**WHAT TO WORK ON:** Look through the entries and count each line that includes the string "SANTA". Reply with the number alone.

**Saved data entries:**
★ ★ ★

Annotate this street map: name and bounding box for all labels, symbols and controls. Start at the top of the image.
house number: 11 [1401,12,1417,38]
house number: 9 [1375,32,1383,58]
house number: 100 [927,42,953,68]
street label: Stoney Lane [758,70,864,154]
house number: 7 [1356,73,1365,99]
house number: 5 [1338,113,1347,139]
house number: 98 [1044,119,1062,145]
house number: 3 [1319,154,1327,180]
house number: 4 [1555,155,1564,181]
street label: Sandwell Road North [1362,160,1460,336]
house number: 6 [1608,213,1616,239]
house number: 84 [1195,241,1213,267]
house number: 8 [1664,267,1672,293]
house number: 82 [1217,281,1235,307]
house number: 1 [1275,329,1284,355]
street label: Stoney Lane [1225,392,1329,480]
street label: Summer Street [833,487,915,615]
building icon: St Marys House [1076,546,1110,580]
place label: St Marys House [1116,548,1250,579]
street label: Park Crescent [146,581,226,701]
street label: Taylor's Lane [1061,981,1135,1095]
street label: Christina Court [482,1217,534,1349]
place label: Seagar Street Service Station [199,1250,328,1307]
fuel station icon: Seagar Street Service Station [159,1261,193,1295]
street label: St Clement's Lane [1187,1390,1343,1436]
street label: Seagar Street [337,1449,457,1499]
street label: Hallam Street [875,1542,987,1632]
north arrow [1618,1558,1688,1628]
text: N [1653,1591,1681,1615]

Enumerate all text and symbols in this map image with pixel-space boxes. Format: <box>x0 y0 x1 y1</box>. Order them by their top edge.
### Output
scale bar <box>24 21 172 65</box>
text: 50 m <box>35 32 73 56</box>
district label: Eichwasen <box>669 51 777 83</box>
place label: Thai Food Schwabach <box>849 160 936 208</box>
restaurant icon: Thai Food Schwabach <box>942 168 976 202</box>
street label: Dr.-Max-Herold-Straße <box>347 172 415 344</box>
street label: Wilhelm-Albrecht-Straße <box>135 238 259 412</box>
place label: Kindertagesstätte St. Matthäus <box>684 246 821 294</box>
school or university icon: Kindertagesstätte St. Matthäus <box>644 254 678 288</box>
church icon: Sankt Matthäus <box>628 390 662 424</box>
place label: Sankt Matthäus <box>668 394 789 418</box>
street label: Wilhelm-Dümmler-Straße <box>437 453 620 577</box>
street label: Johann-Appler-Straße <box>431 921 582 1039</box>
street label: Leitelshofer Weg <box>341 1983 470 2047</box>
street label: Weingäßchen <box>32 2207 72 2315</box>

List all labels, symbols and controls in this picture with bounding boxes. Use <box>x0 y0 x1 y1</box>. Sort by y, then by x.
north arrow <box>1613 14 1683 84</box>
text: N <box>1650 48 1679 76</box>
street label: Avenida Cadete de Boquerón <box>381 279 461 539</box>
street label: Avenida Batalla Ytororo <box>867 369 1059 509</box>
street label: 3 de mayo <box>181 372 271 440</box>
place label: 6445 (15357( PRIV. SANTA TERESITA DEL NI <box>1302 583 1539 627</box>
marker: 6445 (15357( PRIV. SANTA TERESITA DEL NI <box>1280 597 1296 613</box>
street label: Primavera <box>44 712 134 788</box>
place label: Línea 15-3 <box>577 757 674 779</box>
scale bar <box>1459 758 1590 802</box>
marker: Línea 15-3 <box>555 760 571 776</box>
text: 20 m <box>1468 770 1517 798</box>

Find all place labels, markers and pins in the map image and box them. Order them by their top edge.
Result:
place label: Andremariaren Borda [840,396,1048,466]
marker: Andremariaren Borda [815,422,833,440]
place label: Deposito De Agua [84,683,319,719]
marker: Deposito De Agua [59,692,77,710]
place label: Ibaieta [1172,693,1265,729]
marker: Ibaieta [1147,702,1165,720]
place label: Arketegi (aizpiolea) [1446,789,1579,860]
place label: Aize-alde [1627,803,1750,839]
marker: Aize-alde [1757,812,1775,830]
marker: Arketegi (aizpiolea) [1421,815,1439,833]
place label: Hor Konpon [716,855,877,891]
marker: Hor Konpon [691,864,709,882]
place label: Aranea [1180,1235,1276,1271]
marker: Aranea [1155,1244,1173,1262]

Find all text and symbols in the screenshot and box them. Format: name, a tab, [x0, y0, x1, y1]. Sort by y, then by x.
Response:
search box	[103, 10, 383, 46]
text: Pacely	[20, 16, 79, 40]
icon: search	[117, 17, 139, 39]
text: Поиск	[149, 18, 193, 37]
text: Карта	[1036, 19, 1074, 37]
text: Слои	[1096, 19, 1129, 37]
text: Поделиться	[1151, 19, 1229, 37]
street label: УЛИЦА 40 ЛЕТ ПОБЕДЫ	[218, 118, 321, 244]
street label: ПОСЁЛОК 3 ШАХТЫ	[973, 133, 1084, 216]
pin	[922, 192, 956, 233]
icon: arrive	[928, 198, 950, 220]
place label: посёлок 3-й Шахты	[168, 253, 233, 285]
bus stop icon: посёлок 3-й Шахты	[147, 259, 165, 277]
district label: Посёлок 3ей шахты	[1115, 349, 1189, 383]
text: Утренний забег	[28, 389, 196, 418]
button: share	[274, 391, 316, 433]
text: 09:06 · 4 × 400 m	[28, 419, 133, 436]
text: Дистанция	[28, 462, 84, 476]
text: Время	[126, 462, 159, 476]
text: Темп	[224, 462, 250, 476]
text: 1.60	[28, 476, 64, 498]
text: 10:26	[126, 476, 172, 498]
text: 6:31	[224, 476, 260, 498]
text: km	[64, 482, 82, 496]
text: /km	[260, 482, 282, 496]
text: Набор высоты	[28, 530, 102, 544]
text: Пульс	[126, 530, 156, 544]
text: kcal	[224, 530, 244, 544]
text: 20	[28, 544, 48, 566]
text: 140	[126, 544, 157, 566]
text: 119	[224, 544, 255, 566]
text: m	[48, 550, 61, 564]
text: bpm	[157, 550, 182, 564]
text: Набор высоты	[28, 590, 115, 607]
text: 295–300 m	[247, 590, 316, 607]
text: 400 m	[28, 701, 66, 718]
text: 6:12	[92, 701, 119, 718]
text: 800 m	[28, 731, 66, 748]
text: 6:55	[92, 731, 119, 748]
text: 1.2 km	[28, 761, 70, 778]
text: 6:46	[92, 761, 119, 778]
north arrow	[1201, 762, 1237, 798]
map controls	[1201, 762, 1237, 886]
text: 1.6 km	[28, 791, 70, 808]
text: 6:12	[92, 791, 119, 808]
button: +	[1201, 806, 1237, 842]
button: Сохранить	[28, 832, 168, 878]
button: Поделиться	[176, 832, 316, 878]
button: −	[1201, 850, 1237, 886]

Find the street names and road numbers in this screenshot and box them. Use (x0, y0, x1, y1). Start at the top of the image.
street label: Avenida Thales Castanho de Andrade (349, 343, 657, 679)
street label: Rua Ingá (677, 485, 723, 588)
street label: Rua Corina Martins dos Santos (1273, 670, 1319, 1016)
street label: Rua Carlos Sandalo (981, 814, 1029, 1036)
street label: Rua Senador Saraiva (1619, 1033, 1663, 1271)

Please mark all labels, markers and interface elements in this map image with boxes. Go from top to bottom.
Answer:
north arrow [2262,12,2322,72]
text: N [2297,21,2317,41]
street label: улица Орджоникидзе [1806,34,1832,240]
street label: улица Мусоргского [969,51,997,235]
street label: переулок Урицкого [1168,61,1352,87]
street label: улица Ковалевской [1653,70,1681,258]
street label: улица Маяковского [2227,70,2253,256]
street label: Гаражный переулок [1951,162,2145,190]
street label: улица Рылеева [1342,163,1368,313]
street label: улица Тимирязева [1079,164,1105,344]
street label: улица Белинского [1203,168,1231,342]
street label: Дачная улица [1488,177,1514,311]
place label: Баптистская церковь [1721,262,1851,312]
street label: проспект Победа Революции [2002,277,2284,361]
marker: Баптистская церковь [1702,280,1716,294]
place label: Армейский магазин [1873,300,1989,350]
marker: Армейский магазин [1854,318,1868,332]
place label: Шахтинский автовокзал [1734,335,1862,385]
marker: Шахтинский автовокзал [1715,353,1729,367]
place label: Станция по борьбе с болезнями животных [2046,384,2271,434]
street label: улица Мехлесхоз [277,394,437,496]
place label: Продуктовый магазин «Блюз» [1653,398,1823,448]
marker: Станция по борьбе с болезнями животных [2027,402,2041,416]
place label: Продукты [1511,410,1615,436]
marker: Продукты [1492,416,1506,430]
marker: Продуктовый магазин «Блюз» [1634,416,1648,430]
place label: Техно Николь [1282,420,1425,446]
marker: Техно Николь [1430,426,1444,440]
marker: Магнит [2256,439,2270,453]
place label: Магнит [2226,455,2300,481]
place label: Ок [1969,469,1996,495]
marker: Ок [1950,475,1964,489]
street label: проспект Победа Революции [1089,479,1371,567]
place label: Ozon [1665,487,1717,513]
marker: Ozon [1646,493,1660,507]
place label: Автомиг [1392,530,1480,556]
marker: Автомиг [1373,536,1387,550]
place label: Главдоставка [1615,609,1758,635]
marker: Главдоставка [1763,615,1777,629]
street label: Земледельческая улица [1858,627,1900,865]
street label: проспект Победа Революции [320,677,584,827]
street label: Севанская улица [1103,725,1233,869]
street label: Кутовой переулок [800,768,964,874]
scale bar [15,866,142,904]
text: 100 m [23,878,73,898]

★ ★ ★

**OUTPUT BELOW:** 2